Similar to appendiceal and pancreatobiliary primaries, mucinous carcinomas from other primary sites--colon, rectum, stomach, breast, and endocervix--may also spread to the ovary, and are more common than primary ovarian mucinous carcinomas. Metastatic mucinous carcinomas tend to be small (mean diameter of 8 cm) and bilateral, in comparison with primary ovarian mucinous borderline tumors and carcinomas (mean diameter of 18-20 cm). (23) Lee and Young (19) thoroughly evaluated the gross and microscopic features of 50 mucinous carcinomas, 25 primary ovarian and 25 metastatic from pancreas, colon, cervix, and appendix, and found that all primary ovarian carcinomas were unilateral and 88% of them exceeded 10 cm in size. Conversely, 75% of metastatic tumors were bilateral and approximately half of them measured less than 10 cm. Using the 10-cm gross tumor size cutoff and laterality, Seidman et al (24) proposed a simple algorithm designating unilateral mucinous tumors 10 cm or larger as primary ovarian, and all other tumors (bilateral tumors of any size and unilateral tumors <10 cm) as metastatic. After excluding tumors with signet-ring cell features and microinvasion, this approach correctly classified 83% of cases as primary or metastatic. A follow-up study by Yemelyanova et al (25) recommended a modified algorithm to improve the performance by adjusting the tumor size cutoff to 12 or 13 cm. Using a 12-cm cutoff, 100% of primary tumors and 80% of metastases were correctly classified (86% overall), whereas a 13-cm cutoff maintained correct classification for 98% of primary tumors and increased it to 82% of metastases (87% overall). However, it is important to note that metastases from colorectal, endocervical, and appendiceal primaries not uncommonly present an exception to this rule, and may form a large, unilateral ovarian mass. (19,24-26)
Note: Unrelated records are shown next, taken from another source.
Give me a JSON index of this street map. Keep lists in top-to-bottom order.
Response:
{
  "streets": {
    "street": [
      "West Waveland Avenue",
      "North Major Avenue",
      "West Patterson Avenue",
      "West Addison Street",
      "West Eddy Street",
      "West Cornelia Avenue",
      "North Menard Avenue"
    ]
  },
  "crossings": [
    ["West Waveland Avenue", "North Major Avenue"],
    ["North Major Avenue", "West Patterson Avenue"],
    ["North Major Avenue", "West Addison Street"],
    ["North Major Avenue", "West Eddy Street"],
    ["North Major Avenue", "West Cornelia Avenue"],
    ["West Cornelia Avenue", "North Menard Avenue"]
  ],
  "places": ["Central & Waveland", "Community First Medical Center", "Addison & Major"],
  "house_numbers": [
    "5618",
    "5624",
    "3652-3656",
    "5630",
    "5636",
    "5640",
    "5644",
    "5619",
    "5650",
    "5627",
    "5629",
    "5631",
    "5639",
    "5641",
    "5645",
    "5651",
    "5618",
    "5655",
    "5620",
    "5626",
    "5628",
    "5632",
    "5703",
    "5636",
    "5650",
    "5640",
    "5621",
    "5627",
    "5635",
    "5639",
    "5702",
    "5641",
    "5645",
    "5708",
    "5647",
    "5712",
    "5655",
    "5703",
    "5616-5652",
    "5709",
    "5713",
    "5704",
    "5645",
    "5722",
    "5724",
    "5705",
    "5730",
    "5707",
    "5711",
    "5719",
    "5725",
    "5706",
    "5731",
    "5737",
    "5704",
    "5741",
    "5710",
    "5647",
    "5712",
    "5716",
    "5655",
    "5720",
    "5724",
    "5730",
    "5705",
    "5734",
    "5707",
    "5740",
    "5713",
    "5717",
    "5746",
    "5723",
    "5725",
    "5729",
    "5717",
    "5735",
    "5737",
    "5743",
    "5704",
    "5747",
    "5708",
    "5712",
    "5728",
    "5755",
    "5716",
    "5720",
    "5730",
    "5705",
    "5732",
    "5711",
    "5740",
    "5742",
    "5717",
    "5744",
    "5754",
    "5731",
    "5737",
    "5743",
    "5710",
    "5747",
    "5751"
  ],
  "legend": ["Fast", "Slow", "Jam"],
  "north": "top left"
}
The microscopic features in favor of metastatic mucinous carcinoma include ovarian surface and/or hilus involvement, lymphovascular invasion, multinodularity, a predominant infiltrative growth pattern, and single-cell infiltration (Table 1). Primary ovarian mucinous carcinomas may also show focal infiltrative growth with stromal desmoplastic reaction; however, a confluent, expansile growth pattern is more common in these tumors (Figure 6, A and B). Signet ring cells may be present in metastases, especially from gastric, colorectal, breast, and appendiceal primaries, but may also be rarely seen in teratoma-associated primary mucinous carcinomas of the ovary. (14)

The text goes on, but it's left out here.